Leggo normalmente coi ragazzi i primi tre capitoli del libro dell’Esodo, che contestualizzano la vicenda e presentano la figura di Mosè. Mi soffermo anzitutto su un dettaglio secondo me significativo: protagoniste dell’avvio del libro dell’Esodo sono le donne. Anzitutto le levatrici egiziane, che, con una scusa, si rifiutano di eseguire l’ordine di uccidere i nuovi nati degli ebrei.

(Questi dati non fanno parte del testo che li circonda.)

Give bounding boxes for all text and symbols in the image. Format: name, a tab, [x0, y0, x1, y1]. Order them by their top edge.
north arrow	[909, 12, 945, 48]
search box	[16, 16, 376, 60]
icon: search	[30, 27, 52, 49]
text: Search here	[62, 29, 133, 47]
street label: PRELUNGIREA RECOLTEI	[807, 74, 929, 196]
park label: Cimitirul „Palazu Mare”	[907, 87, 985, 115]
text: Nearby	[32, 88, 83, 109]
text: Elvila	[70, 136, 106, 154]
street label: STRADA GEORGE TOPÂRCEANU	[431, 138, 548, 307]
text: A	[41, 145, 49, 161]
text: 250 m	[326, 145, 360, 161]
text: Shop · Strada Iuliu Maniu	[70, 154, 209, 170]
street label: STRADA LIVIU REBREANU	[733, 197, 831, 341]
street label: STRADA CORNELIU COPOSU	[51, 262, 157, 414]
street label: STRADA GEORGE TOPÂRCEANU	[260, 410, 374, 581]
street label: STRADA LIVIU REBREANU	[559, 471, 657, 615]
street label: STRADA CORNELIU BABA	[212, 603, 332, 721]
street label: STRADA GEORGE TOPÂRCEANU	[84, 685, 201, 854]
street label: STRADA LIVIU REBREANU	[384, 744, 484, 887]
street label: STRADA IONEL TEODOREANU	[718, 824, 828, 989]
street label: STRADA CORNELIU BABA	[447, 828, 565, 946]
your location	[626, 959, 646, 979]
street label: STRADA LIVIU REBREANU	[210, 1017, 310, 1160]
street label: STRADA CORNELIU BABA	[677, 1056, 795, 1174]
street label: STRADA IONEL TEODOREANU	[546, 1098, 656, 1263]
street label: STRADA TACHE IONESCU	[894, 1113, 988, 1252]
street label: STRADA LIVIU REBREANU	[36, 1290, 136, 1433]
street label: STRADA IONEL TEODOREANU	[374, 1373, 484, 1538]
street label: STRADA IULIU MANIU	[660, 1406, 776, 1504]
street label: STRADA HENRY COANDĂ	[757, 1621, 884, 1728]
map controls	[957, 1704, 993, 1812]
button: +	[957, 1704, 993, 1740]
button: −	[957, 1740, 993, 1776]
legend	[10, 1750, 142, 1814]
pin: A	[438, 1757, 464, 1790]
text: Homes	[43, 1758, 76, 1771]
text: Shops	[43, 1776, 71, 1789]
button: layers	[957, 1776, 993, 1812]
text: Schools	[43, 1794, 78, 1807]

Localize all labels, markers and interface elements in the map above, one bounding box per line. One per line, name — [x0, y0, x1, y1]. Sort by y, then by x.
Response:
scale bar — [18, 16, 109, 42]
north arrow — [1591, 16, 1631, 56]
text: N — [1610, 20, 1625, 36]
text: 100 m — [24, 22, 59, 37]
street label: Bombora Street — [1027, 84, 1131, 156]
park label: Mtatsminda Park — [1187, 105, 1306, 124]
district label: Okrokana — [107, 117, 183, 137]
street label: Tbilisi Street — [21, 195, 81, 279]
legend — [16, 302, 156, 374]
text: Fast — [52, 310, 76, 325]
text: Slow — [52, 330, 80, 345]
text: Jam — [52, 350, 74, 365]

15Il re d'Egitto disse alle levatrici degli Ebrei, delle quali una si chiamava Sifra e l'altra Pua: 16«Quando assistete le donne ebree durante il parto, osservate bene tra le due pietre: se è un maschio, fatelo morire; se è una femmina, potrà vivere». 17Ma le levatrici temettero Dio: non fecero come aveva loro ordinato il re d'Egitto e lasciarono vivere i bambini. 18Il re d'Egitto chiamò le levatrici e disse loro: «Perché avete fatto questo e avete lasciato vivere i bambini?». 19Le levatrici risposero al faraone: «Le donne ebree non sono come le egiziane: sono piene di vitalità. Prima che giunga da loro la levatrice, hanno già partorito!». 20Dio beneficò le levatrici. Il popolo aumentò e divenne molto forte. 21E poiché le levatrici avevano temuto Dio, egli diede loro una discendenza.
(Es 1,15-21)
E poi le tre donne che rendono possibile l’esistenza di Mosè: la madre, che lo abbandona in un cesto nel Nilo, la figlia del faraone, che contravvenendo all’ordine del padre salva il bambino dalle acque (il nome “Mosè” significa “salvato dalle acque”) e lo cresce, e Miriam, la sorella di Mosè, che segue il cesto e suggerisce alla figlia del faraone la madre di Mosè come nutrice.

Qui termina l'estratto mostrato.